Earlier this month in my post Stupidest Statement on Earth I took to task economics Prof. Ken Rosen of Cal-Berkley. Lucky for me I didn't hand him Ignoramus of the Year Award for if I had I might have to retract it to provide room for the good Prof. Farmer. What do you think the odds are they discuss economic theory? Or maybe should partner up in an investment management capacity.
I in no way, shape or form have all the answers but I sure as heck know what bullshit looks like and smells like without having to step in it or worse pay top dollar to learn it! Maybe in an attempt to set himself apart from his legions of zombified colleagues Prof. Farmer really doesn't believe his statement and is attempting to be humorous or maybe he's trying to made headlines to promote his new books.
Either way, idiocy is idiocy and the real shame of this that we have to look forward to year after year of Prof. Farmer's economic students infiltrating the the ranks of real world organizations, most probably and horrifically the Fed and Treasury.
We should all be afraid, very, very, afraid.

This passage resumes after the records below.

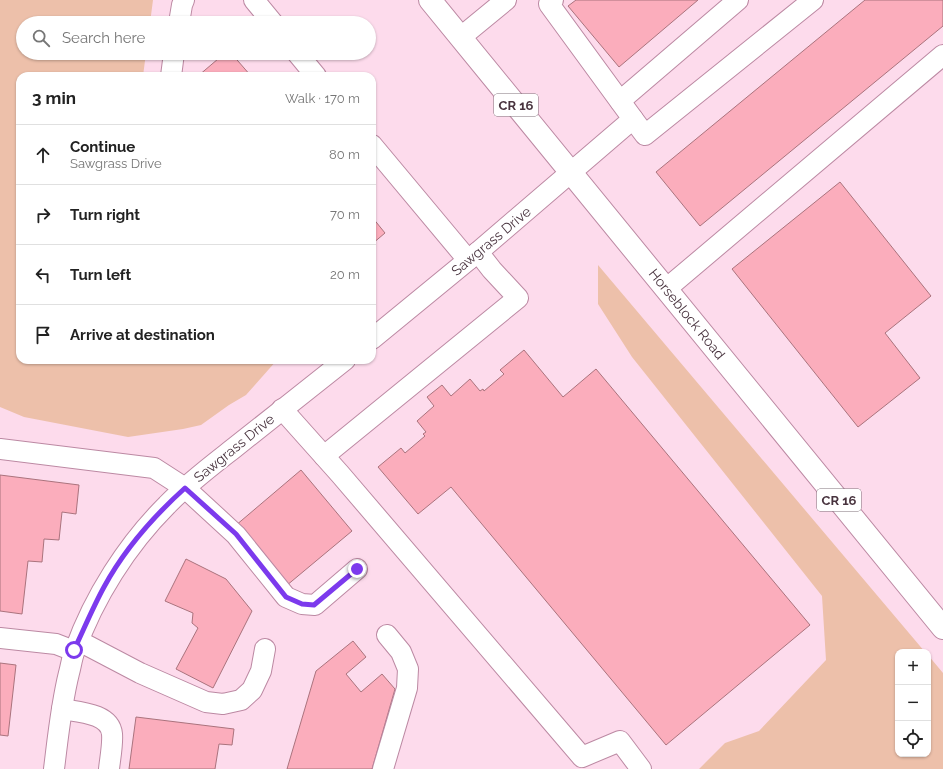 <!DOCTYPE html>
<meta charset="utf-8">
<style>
:root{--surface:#fff;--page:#f2f2f2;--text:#222;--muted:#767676;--line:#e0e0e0}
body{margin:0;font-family:Raleway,sans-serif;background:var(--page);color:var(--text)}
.controls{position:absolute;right:12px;bottom:12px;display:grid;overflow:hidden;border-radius:8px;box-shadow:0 1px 3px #0004}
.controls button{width:36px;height:36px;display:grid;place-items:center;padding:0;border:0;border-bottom:1px solid var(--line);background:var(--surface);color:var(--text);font:20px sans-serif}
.stop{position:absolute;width:12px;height:12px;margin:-9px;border:3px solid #7c3aed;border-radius:50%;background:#fff}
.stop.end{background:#7c3aed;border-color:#fff;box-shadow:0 1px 4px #0008}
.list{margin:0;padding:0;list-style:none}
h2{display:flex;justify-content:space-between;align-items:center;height:52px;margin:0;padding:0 16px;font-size:17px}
h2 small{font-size:13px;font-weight:400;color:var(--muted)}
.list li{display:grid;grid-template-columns:26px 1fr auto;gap:12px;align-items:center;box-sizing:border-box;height:60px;padding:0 16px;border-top:1px solid var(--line)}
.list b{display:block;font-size:15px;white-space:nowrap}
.list p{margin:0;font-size:13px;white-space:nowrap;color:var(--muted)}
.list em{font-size:13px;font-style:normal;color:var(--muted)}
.icon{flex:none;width:22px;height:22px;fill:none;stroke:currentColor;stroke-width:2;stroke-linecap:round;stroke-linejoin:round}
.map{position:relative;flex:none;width:943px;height:769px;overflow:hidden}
.search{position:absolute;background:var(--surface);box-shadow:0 1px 3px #0004;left:16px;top:16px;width:360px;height:44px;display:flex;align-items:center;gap:10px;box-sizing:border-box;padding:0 14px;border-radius:22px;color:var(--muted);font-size:15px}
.panel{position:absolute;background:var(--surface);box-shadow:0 1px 3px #0004;left:16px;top:72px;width:360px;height:292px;border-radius:12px}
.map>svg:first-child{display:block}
.green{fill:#edc0aa}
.building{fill:#fbadbc;stroke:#aa737d}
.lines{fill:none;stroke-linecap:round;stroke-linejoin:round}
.minor-casing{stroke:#bc89a3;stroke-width:22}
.major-casing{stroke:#bc89a3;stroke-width:24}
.minor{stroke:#fff;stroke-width:20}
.major{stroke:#fff;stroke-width:22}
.route{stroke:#7c3aed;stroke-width:5}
.labels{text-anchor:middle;stroke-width:4;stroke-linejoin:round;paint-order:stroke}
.shield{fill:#fff;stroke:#7f7078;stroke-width:1}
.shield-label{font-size:13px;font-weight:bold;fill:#48333e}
.street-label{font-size:14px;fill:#48333e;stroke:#fff}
</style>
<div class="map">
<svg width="943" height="769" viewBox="0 0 943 769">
<rect width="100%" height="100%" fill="#fddbec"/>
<g class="green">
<path d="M0,0H153L150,23H23V53H146L143,76H20V360H277L246,395L229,405L201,425L183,429L128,437L24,417L0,407Z"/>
<path d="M598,265L925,652H898V754H928V655L943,673V769H699L725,743L759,731L826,660L822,596L632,357L598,304Z"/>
</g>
<g class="building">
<path d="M576,0H698L619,67L568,6Z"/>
<path d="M865,0H943V26L700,226L656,172Z"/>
<path d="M225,53H231L251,76H198Z"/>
<path d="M840,182L931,296L885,333L920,378L858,427L732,269Z"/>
<path d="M372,217L385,233L372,244Z"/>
<path d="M524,350L563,397L596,369L810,625L666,745L451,487L418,514L378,467L401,448L405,453L425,436L423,434L426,432L417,421L434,406L427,397L442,385L451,396L470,379L480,391L483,389L484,391L504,374L500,370Z"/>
<path d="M301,470L352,531L286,586L235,526Z"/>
<path d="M0,475L79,485L76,514L62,512L59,540L44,539L42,562L28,561L22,614L0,611Z"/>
<path d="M186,559L226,579L252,611L213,688L176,669L198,628L192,623L193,613L165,601Z"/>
<path d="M353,641L366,657L346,674L361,692L382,674L395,689L372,769H287L316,671Z"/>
<path d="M0,663L16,665L8,736L0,735Z"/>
<path d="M136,717L234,729L232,745L219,744L215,769H129Z"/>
</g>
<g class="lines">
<g class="minor-casing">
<g id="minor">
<path d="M254,0L273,23"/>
<path d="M179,23L182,5L184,0"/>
<path d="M461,37L506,0"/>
<path d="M297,53L316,76"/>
<path d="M171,76L174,53"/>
<path d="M620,101L738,0"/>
<path d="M633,119L645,135L813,0"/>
<path d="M372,145L468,260"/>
<path d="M666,289L943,55"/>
<path d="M372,339L478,252L633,119L549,4L553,0"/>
<path d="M282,409L340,474L582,757L620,741L641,769"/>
<path d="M0,449L154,468L185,488L236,535L286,597L302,604L315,605L357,569"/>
<path d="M324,456L518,298L492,270L478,252"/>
<path d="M0,638L56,644L74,651"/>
<path d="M79,641L140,673L206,702L223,704L241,700L252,690L261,671L265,649"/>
<path d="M62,709C78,712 110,713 112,734C113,744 110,759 109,769"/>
<path d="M54,769C58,737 61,705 69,673C71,666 72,657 75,650C94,597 127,545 167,505C187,484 211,466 234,448C271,419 308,389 345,360"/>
<path d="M383,769L407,688L408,669L401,652L387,635"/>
</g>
</g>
<g class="major-casing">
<path id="major" d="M430,0L943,628"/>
</g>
<use href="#minor" class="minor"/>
<use href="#major" class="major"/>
</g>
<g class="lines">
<path class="route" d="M74,650C84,629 93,607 104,587C124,550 154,516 185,488L236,534L286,597L302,604L314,605L357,569"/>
</g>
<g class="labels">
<g class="shield">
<rect x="494" y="94" width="44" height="22" rx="3"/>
<rect x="817" y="489" width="44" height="22" rx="3"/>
</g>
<g class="shield-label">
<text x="516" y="110">CR 16</text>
<text x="839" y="505">CR 16</text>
</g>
<g class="street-label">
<text transform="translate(491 241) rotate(-40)" y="5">Sawgrass Drive</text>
<text transform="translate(687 314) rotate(51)" y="5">Horseblock Road</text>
<text transform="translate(234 448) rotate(-39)" y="5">Sawgrass Drive</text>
</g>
</g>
</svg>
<div class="controls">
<button>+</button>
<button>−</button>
<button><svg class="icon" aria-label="locate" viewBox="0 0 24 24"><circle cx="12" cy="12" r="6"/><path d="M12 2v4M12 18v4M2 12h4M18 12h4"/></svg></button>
</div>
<div class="stop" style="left:74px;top:650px"></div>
<div class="stop end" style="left:357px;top:569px"></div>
<div class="search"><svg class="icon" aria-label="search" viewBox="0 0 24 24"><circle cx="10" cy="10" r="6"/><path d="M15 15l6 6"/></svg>Search here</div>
<section class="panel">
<h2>3 min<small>Walk · 170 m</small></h2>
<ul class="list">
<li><svg class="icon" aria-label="ahead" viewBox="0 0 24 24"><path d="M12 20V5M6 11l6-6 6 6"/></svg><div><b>Continue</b><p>Sawgrass Drive</p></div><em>80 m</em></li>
<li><svg class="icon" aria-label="right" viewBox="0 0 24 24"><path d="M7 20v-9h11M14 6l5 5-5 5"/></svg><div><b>Turn right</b></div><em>70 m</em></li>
<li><svg class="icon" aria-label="left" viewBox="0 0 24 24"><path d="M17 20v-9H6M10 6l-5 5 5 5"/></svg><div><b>Turn left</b></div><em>20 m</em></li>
<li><svg class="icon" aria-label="arrive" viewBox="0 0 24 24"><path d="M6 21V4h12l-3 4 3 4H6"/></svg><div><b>Arrive at destination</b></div></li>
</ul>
</section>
</div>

I want to wish all my readers and their families a safe, wonderful, and prosperous New Year. No matter what is in store for 2009 we will get through it, intact and in one piece, and will be the better for it. Hope for the best but be prepared and take precautions for the worst.
On Wednesday ,
I was stopped out of my SRS position at $53 for a loss of about 1 pt on 1 unit.
I was stopped out of my SKF position at $102.10 for a loss of about 1 pt. on 1 unit.
I was stopped out of my SDS position at $69.40 for a loss of about a pt on 1 unit.
I was stopped out of AMZN this morning at $52.30 for a lost just over 3 pts on 1 unit.
Over the holidays I was emailed by a reader (thx for the note Al) asking if getting stopped out was frustrating and maybe a hint to get long. In a nutshell no or at least Al, not yet.
Good speculating to you all and never forget that "an investor is a speculator who made a mistake and will not admit it".